ACTIVITY: Print nothing beyond the line with "position:relative; width:1186px; height:1040px;": every line from the beginning of the data up to it, that line included, and no pictures.
Start of RECORDS SHOWN
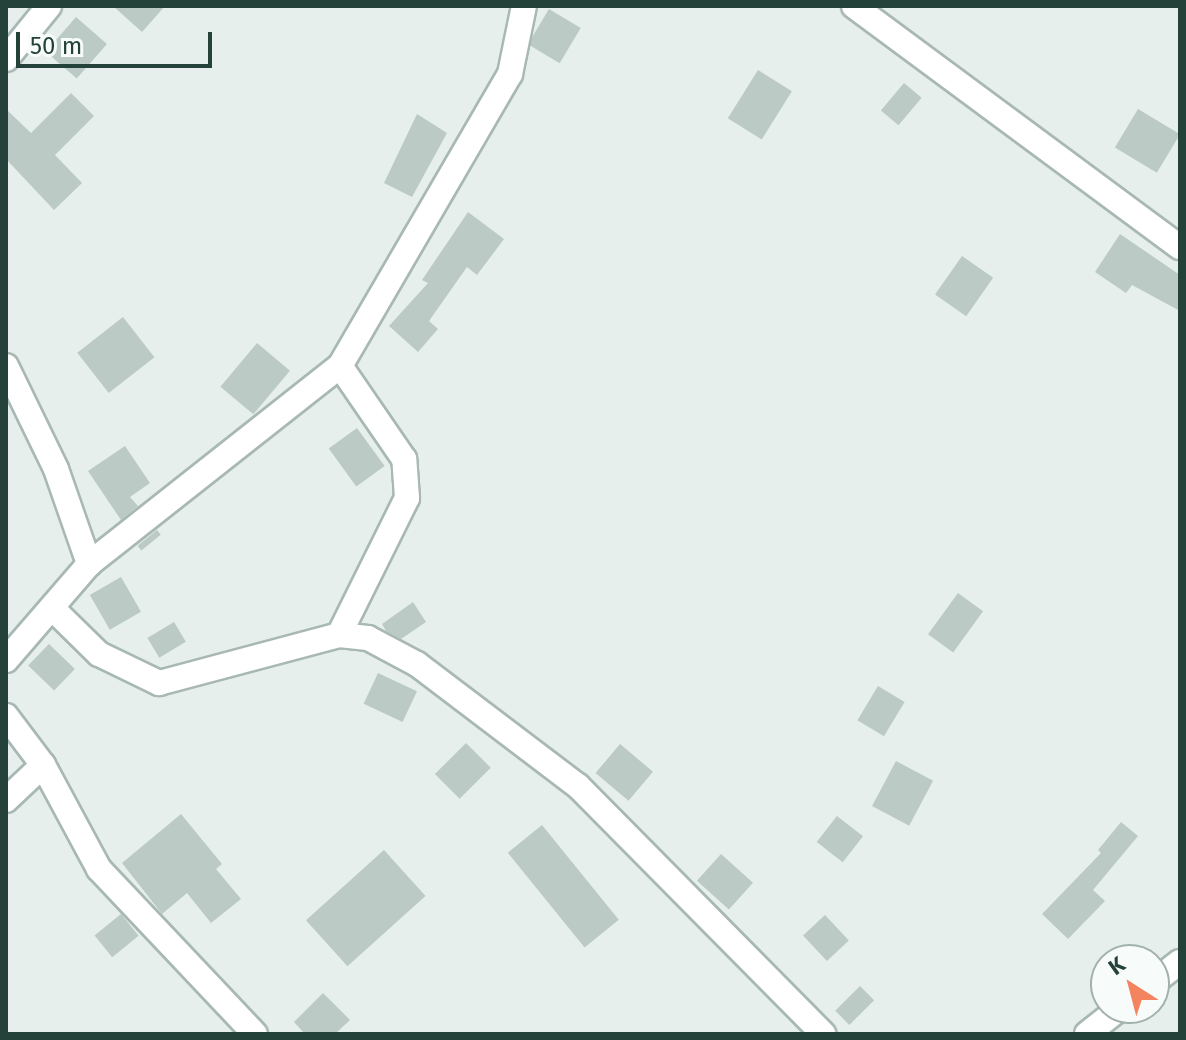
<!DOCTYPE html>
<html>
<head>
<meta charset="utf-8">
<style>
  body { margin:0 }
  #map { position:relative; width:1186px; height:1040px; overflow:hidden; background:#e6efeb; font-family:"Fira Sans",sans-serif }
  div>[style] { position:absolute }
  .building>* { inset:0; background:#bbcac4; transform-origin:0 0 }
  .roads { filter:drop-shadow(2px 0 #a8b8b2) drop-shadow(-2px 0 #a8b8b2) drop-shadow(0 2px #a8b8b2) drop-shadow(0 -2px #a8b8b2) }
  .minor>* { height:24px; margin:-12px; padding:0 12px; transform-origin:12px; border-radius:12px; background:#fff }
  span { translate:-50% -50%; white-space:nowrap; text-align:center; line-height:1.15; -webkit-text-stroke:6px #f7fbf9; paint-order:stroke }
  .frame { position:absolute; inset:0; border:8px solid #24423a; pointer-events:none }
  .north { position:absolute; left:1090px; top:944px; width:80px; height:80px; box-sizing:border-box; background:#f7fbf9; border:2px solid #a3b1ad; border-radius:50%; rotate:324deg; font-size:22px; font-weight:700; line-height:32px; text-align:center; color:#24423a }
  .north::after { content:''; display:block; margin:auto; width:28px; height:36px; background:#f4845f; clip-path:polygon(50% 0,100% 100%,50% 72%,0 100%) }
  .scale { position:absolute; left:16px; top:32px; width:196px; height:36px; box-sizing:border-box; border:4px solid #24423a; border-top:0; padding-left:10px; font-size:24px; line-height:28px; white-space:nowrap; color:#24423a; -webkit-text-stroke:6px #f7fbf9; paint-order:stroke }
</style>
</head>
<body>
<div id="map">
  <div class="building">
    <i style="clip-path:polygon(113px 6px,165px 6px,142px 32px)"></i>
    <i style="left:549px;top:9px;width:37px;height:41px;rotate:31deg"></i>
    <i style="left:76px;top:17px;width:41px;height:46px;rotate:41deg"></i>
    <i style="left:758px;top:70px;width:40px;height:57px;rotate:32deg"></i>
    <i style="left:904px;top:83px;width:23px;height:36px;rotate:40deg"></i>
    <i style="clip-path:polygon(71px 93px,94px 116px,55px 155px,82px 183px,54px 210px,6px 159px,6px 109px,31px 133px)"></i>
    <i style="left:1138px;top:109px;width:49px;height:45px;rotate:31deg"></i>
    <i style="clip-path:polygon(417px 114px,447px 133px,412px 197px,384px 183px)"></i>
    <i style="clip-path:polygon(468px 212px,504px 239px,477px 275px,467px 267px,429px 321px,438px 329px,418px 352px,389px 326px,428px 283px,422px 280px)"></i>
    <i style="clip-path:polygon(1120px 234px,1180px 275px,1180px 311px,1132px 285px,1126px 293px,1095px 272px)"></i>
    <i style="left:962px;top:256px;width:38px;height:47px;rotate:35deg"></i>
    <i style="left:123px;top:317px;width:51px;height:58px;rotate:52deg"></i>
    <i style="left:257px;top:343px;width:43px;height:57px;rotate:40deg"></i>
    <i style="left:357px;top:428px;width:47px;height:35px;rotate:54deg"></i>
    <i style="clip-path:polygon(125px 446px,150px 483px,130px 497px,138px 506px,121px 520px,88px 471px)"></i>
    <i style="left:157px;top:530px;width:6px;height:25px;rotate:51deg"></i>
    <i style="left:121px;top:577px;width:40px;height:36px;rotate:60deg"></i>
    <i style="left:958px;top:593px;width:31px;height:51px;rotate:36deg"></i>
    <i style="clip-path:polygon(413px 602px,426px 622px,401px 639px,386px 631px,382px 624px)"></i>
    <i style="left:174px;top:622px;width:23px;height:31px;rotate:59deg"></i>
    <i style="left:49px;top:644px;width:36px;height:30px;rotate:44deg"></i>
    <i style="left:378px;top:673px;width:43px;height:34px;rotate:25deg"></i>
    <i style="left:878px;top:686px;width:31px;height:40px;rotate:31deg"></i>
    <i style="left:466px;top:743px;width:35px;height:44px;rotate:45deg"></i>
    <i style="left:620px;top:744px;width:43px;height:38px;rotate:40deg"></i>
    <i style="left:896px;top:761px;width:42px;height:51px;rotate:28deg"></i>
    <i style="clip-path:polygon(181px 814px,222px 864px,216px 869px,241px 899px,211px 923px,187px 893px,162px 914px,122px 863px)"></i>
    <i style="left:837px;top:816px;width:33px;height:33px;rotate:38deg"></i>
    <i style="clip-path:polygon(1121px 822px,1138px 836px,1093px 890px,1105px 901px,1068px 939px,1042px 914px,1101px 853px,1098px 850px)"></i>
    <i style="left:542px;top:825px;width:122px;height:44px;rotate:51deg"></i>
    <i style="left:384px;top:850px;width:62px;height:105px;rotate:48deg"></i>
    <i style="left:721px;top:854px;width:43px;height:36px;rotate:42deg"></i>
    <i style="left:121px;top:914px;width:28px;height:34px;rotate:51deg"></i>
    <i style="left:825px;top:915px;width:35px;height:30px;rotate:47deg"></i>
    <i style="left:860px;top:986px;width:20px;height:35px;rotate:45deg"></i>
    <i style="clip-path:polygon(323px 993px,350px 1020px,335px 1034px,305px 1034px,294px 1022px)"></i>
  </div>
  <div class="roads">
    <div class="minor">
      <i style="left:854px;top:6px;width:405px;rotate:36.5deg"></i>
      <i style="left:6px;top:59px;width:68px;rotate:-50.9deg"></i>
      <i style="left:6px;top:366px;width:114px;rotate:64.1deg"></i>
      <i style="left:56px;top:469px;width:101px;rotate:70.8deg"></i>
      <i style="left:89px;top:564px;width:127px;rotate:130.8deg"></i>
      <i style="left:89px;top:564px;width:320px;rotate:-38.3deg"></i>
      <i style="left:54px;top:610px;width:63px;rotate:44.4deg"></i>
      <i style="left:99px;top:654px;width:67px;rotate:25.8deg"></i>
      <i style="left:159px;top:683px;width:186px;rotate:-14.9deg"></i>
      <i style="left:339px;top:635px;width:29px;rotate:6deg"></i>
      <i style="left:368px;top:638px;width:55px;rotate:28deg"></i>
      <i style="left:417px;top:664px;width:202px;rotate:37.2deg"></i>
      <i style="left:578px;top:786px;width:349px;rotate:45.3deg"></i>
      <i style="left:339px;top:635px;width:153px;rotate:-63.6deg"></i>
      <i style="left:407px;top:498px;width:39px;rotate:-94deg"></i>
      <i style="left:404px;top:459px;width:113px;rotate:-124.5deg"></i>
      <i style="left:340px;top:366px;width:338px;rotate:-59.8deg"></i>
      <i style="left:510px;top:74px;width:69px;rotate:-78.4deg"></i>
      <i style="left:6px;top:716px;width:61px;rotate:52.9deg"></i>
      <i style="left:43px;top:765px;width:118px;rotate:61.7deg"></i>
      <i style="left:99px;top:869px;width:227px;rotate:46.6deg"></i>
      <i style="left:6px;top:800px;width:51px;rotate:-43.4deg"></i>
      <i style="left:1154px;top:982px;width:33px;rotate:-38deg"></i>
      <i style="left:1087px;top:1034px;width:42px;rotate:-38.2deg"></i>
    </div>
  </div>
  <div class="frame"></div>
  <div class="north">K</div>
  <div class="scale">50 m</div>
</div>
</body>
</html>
End of RECORDS SHOWN
YOUR RESPONSE:
<!DOCTYPE html>
<html>
<head>
<meta charset="utf-8">
<style>
  body { margin:0 }
  #map { position:relative; width:1186px; height:1040px; overflow:hidden; background:#e6efeb; font-family:"Fira Sans",sans-serif }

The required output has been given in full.